Secondary IgAN associated with autoimmune disorders, including Sjogren’s disease, ankylosing spondylitis and coeliac disease, has been reported in the literature[2,12,13]. However, IgAN with AIH has been reported in only a limited number of patients, and most of them had other autoimmune diseases such as Sjogren’s disease which is often reported to be associated with IgAN[14,15]. In our case, two different diseases that do not share a common pathogenesis were diagnosed sequentially. AIH is a chronic inflammatory liver disease and that may progress to liver cirrhosis or fulminant hepatitis[4]. The pathogenesis of AIH is not fully understood. The destruction of self-tolerance to hepatocyte antigen may play a key role in the pathogenesis of AIH. Autoimmune liver injury is characterized by autoreactive CD4 and CD8 T cells via cellular immune mechanisms. Currently, regulatory T cells that suppress excessive immune reactions are considered important mediator cells in the immunopathology of AIH[16].

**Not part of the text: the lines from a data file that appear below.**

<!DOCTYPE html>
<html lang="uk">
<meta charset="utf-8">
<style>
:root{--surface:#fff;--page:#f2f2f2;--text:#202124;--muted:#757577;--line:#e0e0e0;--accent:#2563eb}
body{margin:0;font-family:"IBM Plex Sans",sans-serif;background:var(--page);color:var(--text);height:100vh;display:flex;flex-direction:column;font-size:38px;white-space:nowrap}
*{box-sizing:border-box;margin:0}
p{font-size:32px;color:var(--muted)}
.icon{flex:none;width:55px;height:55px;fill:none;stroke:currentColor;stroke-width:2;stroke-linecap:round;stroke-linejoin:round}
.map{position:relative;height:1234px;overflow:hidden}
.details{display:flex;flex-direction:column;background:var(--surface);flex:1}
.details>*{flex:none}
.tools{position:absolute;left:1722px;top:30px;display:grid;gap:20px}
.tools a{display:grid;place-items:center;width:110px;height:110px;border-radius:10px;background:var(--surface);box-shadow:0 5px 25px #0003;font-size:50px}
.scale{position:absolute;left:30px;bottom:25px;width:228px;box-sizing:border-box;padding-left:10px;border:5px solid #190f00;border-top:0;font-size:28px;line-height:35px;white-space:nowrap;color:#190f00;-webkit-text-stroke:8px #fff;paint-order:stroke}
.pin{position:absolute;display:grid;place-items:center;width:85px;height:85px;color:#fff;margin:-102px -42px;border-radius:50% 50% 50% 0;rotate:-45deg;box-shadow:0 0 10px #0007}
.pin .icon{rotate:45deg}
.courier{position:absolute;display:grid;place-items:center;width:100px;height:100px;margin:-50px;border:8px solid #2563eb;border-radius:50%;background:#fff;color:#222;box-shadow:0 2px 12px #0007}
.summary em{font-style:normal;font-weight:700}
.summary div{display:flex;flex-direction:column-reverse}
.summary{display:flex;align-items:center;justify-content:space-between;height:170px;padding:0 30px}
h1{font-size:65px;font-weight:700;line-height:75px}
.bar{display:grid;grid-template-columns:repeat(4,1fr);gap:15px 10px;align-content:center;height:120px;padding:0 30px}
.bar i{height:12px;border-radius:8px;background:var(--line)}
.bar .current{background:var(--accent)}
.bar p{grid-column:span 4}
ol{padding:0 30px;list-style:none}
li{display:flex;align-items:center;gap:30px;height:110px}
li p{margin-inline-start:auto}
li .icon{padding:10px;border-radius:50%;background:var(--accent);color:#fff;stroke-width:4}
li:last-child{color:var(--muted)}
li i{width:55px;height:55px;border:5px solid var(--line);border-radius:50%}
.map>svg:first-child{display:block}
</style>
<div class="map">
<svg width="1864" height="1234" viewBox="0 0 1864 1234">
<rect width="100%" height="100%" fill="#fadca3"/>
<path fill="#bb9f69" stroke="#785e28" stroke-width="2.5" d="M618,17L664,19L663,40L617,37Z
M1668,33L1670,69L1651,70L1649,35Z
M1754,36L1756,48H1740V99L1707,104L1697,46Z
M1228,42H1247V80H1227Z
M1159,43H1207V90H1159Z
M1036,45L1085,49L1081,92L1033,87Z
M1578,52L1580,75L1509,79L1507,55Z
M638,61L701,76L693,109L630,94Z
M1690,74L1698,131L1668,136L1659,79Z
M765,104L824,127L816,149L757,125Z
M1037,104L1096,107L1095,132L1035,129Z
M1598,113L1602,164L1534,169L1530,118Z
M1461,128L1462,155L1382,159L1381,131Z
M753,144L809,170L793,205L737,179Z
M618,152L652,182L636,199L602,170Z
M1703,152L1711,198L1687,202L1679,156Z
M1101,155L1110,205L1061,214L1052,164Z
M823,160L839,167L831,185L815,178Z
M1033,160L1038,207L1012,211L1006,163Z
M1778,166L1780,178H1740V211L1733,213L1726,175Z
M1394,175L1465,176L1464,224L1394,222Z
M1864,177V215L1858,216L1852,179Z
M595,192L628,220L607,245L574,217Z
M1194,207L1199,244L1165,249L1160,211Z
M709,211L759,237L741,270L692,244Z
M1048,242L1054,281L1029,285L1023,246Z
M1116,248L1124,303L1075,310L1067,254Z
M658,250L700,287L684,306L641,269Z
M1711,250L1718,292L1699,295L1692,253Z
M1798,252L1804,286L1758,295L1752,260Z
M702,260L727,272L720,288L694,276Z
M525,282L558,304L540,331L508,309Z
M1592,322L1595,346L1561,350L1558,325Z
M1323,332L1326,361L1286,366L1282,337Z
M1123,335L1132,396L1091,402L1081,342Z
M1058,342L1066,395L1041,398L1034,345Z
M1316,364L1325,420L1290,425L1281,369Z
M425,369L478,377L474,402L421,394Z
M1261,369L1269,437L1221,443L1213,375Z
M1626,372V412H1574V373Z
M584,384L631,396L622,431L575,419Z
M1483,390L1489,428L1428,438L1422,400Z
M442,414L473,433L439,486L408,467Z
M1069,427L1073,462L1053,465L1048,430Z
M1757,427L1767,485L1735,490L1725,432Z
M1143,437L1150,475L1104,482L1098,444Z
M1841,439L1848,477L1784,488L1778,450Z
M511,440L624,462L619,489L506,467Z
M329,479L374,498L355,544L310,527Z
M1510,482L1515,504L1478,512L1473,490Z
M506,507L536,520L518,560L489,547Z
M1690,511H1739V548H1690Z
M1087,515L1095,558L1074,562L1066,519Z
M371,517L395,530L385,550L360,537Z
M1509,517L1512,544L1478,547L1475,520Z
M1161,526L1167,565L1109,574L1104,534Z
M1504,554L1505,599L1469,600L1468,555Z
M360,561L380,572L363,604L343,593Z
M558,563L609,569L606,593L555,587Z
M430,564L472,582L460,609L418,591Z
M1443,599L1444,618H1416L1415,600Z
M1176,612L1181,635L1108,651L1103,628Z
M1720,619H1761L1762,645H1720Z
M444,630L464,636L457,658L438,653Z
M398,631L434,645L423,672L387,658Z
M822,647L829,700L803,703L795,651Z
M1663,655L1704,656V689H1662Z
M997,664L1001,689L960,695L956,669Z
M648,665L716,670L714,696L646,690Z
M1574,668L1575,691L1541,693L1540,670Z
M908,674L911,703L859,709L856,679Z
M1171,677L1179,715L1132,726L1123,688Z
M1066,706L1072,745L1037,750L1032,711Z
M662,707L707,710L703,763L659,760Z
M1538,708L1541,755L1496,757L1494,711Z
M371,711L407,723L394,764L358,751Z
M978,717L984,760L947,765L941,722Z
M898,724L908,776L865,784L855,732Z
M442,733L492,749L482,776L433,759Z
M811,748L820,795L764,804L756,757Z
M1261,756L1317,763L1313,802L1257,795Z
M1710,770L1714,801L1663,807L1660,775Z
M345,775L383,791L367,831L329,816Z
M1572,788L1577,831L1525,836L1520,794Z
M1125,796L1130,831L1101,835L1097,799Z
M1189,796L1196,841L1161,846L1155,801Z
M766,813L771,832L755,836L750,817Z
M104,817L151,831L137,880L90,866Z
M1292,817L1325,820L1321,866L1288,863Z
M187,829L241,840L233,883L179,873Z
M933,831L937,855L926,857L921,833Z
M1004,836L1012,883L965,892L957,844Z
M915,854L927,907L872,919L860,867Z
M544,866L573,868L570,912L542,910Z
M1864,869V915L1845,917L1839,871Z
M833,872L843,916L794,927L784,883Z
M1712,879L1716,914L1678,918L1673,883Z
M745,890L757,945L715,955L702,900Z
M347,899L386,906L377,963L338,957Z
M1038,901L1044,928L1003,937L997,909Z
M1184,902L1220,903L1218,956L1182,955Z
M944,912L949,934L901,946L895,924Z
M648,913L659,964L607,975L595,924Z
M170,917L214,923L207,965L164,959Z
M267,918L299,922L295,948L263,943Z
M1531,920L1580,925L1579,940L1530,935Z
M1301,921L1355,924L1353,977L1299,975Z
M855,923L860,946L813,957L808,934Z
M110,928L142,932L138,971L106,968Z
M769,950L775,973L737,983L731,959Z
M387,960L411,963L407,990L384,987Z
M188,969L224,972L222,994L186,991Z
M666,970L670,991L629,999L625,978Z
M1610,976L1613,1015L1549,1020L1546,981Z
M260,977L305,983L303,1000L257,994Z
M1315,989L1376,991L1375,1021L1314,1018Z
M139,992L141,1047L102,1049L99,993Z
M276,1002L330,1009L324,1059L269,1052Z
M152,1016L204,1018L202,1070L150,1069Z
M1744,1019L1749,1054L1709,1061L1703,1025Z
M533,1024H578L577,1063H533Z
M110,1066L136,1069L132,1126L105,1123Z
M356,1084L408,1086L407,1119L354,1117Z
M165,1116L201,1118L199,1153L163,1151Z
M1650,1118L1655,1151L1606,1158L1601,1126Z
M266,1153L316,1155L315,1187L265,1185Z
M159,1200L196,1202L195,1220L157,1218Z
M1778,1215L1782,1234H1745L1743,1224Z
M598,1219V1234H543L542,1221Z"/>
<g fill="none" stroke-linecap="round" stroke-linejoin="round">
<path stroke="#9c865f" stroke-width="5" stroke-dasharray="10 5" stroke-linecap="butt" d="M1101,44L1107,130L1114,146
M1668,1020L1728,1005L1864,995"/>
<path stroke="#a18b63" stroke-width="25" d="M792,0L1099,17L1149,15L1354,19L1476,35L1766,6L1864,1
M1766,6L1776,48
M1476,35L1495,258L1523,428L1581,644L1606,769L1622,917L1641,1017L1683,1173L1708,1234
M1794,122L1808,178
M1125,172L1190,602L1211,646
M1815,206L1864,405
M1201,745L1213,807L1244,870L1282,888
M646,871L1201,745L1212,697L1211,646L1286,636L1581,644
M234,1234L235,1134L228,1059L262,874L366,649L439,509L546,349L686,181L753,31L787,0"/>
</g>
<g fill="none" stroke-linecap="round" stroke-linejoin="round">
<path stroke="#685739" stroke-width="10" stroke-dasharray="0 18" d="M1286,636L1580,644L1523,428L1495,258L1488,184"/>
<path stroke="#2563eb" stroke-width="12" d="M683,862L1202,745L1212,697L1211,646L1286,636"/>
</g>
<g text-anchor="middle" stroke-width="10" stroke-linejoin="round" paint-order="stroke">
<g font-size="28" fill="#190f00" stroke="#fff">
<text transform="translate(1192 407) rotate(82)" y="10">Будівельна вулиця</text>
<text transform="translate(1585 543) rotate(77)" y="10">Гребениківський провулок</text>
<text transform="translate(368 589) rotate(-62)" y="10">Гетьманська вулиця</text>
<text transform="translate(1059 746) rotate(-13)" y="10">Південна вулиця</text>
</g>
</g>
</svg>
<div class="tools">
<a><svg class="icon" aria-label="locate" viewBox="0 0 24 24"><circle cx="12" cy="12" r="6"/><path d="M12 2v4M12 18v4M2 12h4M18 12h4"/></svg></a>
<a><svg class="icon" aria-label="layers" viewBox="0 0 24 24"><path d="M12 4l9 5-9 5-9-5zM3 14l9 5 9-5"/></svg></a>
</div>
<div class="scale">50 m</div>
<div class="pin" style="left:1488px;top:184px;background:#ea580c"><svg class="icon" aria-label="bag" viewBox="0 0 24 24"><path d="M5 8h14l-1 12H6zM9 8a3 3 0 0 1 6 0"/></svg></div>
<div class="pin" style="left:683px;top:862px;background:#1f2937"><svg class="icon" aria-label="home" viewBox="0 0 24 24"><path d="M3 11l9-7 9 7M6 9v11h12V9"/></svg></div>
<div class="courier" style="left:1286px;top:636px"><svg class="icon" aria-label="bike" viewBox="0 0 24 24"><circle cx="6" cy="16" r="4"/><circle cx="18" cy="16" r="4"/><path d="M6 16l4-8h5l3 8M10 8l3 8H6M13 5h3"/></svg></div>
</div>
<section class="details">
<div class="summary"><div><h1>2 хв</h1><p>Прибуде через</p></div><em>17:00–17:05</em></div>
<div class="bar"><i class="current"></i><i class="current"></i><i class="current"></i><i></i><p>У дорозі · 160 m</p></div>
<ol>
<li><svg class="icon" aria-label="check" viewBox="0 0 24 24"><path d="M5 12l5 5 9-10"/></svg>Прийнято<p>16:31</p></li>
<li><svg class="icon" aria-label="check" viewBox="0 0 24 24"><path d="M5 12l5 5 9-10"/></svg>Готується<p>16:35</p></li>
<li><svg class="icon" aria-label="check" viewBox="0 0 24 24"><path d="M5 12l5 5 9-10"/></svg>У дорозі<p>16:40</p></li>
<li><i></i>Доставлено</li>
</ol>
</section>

Since there are a limited number of cases, the renal outcome of patients with secondary IgAN receiving liver transplantation is not clear. A retrograde observational study suggested that kidney function tends to be relatively favorable after liver transplantation. Among 7 patients who underwent liver transplantation, only one progressed to end-stage kidney disease during the 5 years follow-up period[17]. In this report, liver transplantation did not affect the disease progression of IgAN.

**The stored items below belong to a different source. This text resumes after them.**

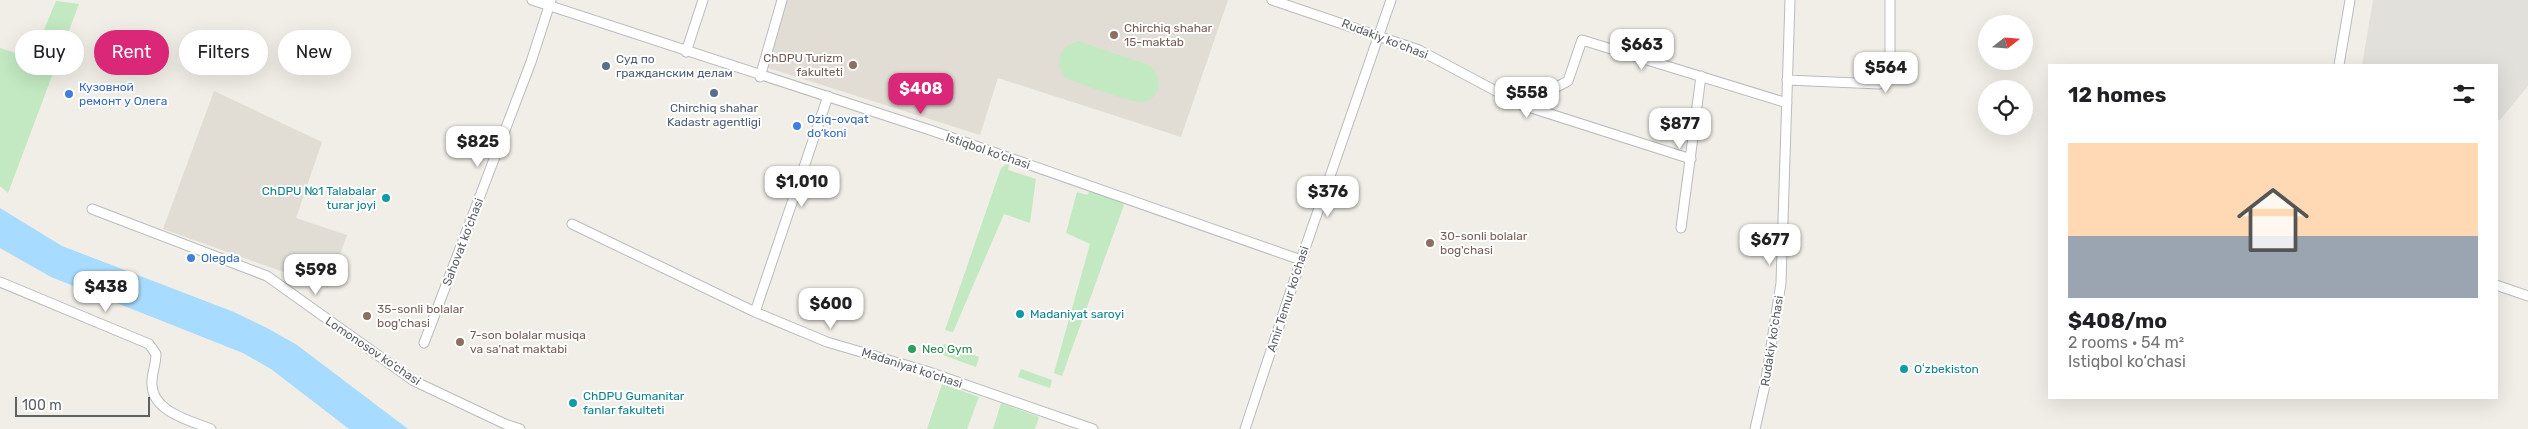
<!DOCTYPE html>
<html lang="en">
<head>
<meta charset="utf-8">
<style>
	:root { --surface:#fff; --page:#f6f6f6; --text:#202124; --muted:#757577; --line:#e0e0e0; --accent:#db2777 }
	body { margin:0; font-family:Rubik,sans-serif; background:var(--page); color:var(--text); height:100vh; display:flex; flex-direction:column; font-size:19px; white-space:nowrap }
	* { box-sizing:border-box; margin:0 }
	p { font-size:16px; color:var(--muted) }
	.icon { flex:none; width:28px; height:28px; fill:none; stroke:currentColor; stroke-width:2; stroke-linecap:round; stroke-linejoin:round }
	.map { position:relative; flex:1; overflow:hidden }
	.side { position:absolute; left:2048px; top:64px; width:450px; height:335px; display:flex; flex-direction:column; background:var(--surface); border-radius:0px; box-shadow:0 5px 20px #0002 }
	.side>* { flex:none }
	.guide { position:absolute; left:15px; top:30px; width:475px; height:45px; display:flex; gap:10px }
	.needle { width:32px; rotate:73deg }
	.fabs { position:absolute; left:1978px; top:15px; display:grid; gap:10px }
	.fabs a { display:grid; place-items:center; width:55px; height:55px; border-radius:50%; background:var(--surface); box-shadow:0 5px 20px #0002; font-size:25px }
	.scale { position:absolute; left:15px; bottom:12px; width:135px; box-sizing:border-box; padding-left:5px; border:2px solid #5d6267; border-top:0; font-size:14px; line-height:18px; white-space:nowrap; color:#5d6267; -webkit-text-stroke:4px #fff; paint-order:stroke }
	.price { position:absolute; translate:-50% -42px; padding:0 11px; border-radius:10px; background:#fff; color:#222; font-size:16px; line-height:32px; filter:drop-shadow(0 1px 2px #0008) }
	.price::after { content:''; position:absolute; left:50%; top:30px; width:15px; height:11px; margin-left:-8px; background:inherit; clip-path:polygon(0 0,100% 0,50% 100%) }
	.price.active { background:var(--accent); color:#fff }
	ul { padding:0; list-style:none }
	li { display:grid; align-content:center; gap:10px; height:265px; padding:0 20px }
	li+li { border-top:1px solid var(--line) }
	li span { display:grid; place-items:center; height:155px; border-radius:0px; color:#555 }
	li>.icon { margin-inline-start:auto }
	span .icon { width:90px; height:90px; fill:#fffc; stroke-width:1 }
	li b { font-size:21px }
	h2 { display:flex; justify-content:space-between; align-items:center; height:60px; padding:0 20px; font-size:21px }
	.tag { padding:0 18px; border-radius:22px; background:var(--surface); box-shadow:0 5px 20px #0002; font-size:18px; line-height:45px }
	.tag.active { background:var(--accent); color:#fff }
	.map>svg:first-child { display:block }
	.industrial { fill:#e1e0da }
	.education { fill:#e1ddd4 }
	.green { fill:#c2e9c1 }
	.water { fill:#a7dbff }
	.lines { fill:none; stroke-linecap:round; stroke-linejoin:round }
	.minor-casing { stroke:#b8bcc0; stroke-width:11 }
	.minor { stroke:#fff; stroke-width:9 }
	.education-dot { fill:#8d6e63; stroke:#fff; stroke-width:2 }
	.service-dot { fill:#5c6f8a; stroke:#fff; stroke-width:2 }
	.shop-dot { fill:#3f7fe0; stroke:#fff; stroke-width:2 }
	.culture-dot { fill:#0f9aa8; stroke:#fff; stroke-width:2 }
	.leisure-dot { fill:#2e9e5b; stroke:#fff; stroke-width:2 }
	.labels { text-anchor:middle; stroke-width:4; stroke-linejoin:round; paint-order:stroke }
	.education-label { font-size:12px; fill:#785e54; stroke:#fff; text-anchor:start }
	.street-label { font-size:12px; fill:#5d6267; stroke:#fff }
	.service-label { font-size:12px; fill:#4e5e75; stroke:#fff; text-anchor:start }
	.shop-label { font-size:12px; fill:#366cbe; stroke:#fff; text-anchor:start }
	.culture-label { font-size:12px; fill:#0d838f; stroke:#fff; text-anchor:start }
	.leisure-label { font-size:12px; fill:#27864d; stroke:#fff; text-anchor:start }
</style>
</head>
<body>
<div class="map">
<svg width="2528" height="429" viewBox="0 0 2528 429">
	<rect width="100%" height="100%" fill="#f0eee6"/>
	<path class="industrial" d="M 2373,0 L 2528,0 L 2528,86 L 2500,120 L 2496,119 L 2496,65 L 2362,65 Z"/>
	<path class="education" d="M 787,0 L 1228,0 L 1181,137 L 998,78 L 980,135 L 765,67 Z
		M 214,91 L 322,142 L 296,218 L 347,235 L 328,288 L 163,229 Z"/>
	<path class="green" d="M 56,1 L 79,4 L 8,193 L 0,186 L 0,48 L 32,58 Z
		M 1078,41 L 1149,65 C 1162,75 1163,97 1144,102 C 1132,104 1080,83 1065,78 C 1054,63 1059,46 1078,41 Z
		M 1010,162 L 1008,170 L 1036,179 L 1030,223 L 1004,214 L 953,332 L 945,330 L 1001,168 Z
		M 1077,192 L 1087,195 L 1089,192 C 1100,192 1119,197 1124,205 L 1062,376 L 1054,373 L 1090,244 L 1066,233 Z
		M 945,344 L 979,357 L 976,367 L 943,355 L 940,350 L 942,345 Z
		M 1021,369 L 1052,380 L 1050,388 L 1018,377 Z
		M 942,384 L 979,397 L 967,429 L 927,429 Z
		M 1001,403 L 1039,417 L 1035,429 L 993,429 Z"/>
	<path class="water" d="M 0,208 L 62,246 L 234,312 L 267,328 L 297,345 L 408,429 L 349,429 L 271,369 L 243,353 L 51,277 L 0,248 Z"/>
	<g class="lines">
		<defs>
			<path id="minor" d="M 532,0 L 933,131 L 1301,260
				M 1272,0 L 1419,50 L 1522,105 L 1691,159
				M 686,52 L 703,0
				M 2339,65 L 2350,0
				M 760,77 L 782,0
				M 1787,80 L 1879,84 L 1886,78 L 1890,70 L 1890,0
				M 1522,105 L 1568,81 L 1582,40 L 1787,103
				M 92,209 L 267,276 L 414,381 L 505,424 L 520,429
				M 572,224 L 755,312 L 827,342 L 926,371 L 1093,429
				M 1681,228 L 1701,76
				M 0,282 L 149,344 L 156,354 C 156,365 151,375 152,385 C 153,412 191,421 211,429
				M 2496,285 L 2528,296
				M 755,312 L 828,96
				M 424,343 L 531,62 L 551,0
				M 1245,429 L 1301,260 L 1391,0
				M 1755,429 L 1765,385 L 1781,283 L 1790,0"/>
		</defs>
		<use href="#minor" class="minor-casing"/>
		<use href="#minor" class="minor"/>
	</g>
	<g class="education-dot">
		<circle cx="1114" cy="35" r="5"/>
		<circle cx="853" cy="65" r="5"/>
		<circle cx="1430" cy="243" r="5"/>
		<circle cx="367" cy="316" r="5"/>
		<circle cx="460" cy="342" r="5"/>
	</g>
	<g class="service-dot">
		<circle cx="606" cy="66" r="5"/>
		<circle cx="714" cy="93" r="5"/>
	</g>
	<g class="shop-dot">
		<circle cx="69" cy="94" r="5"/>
		<circle cx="797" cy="126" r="5"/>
		<circle cx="191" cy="258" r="5"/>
	</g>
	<g class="culture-dot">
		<circle cx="386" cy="198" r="5"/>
		<circle cx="1020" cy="314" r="5"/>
		<circle cx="1904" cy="369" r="5"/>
		<circle cx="573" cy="403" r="5"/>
	</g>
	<circle class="leisure-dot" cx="912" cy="349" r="5"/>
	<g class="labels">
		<g class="education-label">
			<text x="1124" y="32">Chirchiq shahar<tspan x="1124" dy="14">15-maktab</tspan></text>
			<text x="843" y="62" text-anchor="end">ChDPU Turizm<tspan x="843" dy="14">fakulteti</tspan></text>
			<text x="1440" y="240">30-sonli bolalar<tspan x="1440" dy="14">bog'chasi</tspan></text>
			<text x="377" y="313">35-sonli bolalar<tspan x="377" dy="14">bog'chasi</tspan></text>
			<text x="470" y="339">7-son bolalar musiqa<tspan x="470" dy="14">va sa'nat maktabi</tspan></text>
		</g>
		<g class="street-label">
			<text transform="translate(1385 39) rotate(21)" y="4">Rudakiy ko‘chasi</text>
			<text transform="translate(988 151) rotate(19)" y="4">Istiqbol ko‘chasi</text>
			<text transform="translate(463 242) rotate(-69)" y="4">Sahovat ko‘chasi</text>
			<text transform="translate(1288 299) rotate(-72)" y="4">Amir Temur ko‘chasi</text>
			<text transform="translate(1772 341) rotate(-81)" y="4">Rudakiy ko‘chasi</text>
			<text transform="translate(373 351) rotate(34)" y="4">Lomonosov ko‘chasi</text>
			<text transform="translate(912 368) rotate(18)" y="4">Madaniyat ko‘chasi</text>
		</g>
		<g class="service-label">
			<text x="616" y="63">Суд по<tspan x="616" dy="14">гражданским делам</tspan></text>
			<text x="714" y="112" text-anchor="middle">Chirchiq shahar<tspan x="714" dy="14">Kadastr agentligi</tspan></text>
		</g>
		<g class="shop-label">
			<text x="79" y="91">Кузовной<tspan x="79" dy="14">ремонт у Олега</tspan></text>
			<text x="807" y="123">Oziq-ovqat<tspan x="807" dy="14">do‘koni</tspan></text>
			<text x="201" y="262">Olegda</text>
		</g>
		<g class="culture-label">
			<text x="376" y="195" text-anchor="end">ChDPU №1 Talabalar<tspan x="376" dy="14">turar joyi</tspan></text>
			<text x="1030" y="318">Madaniyat saroyi</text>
			<text x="1914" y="373">Oʻzbekiston</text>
			<text x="583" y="400">ChDPU Gumanitar<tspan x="583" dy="14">fanlar fakulteti</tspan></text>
		</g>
		<g class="leisure-label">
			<text x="922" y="353">Neo Gym</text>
		</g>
	</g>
</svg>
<div class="fabs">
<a><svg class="needle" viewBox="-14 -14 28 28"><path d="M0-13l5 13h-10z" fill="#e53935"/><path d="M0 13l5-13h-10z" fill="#757577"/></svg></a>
<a><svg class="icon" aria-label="locate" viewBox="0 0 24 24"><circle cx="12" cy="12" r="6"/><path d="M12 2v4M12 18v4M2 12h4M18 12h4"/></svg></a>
</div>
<div class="scale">100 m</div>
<b class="price" style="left:1642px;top:71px">$663</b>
<b class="price" style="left:1886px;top:94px">$564</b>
<b class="price active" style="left:921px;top:115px">$408</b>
<b class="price" style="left:1527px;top:119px">$558</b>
<b class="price" style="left:1680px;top:150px">$877</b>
<b class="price" style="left:478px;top:168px">$825</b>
<b class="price" style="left:802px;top:208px">$1,010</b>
<b class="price" style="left:1328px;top:218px">$376</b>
<b class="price" style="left:1770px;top:266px">$677</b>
<b class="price" style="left:316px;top:296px">$598</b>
<b class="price" style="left:106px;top:313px">$438</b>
<b class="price" style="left:831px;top:330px">$600</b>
<div class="guide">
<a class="tag">Buy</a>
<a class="tag active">Rent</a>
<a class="tag">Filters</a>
<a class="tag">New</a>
</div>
<section class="side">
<h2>12 homes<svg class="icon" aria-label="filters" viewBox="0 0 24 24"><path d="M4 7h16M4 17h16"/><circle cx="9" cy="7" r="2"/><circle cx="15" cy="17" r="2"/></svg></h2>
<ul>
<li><span style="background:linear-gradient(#ffd9b3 60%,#9aa5b1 0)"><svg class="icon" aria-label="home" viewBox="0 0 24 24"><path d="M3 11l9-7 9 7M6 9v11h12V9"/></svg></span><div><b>$408/mo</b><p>2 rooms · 54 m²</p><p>Istiqbol ko‘chasi</p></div></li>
</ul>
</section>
</div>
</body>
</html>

There is neither a clear definition of secondary IgAN, which is recognized when IgAN coexists with other conditions, nor a histopathological feature to distinguish primary IgAN from secondary IgAN[18]. Moreover, reported cases of IgAN concurrent with AIH are sparse, and the pathophysiological relationship between the two diseases has not been well established. In our patient, the clinical activity of IgAN did not correlate with the acute onset of AIH, which indicates that the possibility of the coexistence of primary IgAN with AIH cannot be excluded. Therefore, the analysis of additional cases is required in the future. Additional case reports are necessary to promote studies on the relevance of IgAN and AIH.

CONCLUSION

We report a rare case of IgAN associated with AIH presenting as fulminant hepatic failure treated with liver transplantation. Both diseases were diagnosed simultaneously, even though they were thought to have different pathogeneses. Whether the secondary IgAN was related to AIH or the two diseases coincidentally occurred remains uncertain. Further case reports and analyses of IgAN concurrent with other diseases, which is known to be rare, are needed to determine potential pathophysiological relationships.